RECORDS SHOWN:
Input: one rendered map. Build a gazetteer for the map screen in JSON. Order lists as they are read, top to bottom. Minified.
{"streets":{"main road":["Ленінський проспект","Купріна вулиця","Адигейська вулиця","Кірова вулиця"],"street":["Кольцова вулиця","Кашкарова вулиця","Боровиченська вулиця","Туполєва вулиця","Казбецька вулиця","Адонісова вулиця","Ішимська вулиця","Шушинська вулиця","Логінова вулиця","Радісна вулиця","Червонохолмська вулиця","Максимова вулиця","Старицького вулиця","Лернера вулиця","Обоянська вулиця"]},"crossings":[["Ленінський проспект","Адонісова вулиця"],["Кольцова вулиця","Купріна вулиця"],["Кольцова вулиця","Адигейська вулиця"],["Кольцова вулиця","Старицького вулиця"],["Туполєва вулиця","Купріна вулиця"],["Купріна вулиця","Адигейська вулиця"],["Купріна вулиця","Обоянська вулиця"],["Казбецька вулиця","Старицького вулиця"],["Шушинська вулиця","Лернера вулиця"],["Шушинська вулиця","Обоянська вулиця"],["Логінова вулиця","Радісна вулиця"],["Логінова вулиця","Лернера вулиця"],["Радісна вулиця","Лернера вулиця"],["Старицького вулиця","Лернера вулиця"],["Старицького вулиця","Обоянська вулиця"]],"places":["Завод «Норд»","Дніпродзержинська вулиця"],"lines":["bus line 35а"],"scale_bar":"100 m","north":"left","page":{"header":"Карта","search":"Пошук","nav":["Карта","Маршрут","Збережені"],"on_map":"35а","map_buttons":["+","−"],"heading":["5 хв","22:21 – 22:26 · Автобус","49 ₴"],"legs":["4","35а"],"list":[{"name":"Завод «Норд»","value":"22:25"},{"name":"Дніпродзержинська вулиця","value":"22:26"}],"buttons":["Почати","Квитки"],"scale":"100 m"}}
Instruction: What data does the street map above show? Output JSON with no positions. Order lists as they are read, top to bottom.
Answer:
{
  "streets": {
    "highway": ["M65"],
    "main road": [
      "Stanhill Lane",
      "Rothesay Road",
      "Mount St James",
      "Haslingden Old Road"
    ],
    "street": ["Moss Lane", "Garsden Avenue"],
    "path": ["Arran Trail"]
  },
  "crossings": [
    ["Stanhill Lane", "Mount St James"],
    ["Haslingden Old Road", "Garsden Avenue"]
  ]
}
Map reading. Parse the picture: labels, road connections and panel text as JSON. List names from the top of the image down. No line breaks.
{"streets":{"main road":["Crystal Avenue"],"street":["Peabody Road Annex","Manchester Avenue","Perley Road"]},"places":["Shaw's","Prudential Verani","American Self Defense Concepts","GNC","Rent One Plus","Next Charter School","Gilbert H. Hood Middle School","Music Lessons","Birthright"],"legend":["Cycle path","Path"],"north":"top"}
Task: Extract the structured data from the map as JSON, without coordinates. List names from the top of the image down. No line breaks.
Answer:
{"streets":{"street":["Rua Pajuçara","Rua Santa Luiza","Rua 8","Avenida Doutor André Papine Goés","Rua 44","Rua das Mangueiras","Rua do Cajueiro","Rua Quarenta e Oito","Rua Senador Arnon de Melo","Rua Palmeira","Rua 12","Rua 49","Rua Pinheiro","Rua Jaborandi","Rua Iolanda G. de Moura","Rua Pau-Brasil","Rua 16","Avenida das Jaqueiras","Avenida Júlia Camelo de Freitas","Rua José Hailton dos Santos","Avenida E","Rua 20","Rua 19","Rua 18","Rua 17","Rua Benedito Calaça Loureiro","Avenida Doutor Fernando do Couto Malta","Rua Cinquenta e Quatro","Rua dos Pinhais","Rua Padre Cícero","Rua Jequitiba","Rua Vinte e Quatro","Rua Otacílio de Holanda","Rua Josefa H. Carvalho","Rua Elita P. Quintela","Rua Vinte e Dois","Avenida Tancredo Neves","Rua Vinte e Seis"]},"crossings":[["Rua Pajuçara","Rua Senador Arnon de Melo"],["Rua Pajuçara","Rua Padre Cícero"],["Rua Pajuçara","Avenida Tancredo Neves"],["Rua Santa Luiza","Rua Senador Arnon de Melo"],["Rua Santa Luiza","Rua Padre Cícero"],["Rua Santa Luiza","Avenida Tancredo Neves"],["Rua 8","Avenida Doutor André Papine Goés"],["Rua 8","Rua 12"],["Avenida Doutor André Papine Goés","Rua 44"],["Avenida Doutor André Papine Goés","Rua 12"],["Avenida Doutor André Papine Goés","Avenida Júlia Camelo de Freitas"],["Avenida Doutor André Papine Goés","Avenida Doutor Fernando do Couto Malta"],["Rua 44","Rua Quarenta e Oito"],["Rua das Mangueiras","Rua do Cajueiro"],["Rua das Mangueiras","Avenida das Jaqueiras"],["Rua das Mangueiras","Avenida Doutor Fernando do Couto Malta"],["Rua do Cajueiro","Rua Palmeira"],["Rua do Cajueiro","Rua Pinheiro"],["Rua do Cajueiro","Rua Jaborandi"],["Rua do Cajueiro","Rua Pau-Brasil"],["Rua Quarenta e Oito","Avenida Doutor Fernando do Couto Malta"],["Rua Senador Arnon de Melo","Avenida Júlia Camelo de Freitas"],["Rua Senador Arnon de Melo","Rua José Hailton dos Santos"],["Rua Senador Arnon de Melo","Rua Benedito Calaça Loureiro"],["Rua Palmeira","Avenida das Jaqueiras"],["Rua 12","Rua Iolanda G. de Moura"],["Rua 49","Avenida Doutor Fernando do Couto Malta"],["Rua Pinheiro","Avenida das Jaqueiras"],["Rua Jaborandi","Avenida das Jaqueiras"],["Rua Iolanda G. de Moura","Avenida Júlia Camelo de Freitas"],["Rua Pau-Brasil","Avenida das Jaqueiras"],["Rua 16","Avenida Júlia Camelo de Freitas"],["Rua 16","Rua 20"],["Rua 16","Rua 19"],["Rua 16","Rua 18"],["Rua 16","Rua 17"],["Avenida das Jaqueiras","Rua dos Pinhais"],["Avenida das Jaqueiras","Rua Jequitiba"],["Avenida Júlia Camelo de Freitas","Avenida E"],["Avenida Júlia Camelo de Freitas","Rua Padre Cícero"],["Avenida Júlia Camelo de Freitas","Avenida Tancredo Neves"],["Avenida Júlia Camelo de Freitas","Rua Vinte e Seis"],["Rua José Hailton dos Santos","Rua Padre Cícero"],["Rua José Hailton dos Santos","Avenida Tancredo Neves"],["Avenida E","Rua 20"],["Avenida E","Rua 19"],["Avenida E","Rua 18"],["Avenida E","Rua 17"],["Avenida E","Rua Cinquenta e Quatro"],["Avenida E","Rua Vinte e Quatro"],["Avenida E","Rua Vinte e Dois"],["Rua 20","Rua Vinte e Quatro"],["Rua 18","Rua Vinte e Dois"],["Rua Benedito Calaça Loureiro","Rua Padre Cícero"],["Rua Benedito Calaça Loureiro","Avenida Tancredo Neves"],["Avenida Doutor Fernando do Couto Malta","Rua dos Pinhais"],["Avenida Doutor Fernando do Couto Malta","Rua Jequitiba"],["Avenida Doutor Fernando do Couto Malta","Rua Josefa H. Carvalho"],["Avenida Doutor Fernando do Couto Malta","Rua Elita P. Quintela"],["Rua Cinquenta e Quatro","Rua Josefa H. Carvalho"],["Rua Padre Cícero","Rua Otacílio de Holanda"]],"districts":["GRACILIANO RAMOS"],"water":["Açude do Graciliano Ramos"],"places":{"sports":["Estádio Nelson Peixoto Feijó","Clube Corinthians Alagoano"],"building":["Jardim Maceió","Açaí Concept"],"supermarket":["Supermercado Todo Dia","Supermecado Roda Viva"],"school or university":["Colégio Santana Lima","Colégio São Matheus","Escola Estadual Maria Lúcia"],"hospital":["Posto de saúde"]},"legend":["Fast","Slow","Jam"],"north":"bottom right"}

YOUR ASSIGNMENT:
Return each line among the entries that holds the word "data".

ANSWER SPACE:
Instruction: What data does the street map above show? Output JSON with no positions. Order lists as they are read, top to bottom.
Task: Extract the structured data from the map as JSON, without coordinates. List names from the top of the image down. No line breaks.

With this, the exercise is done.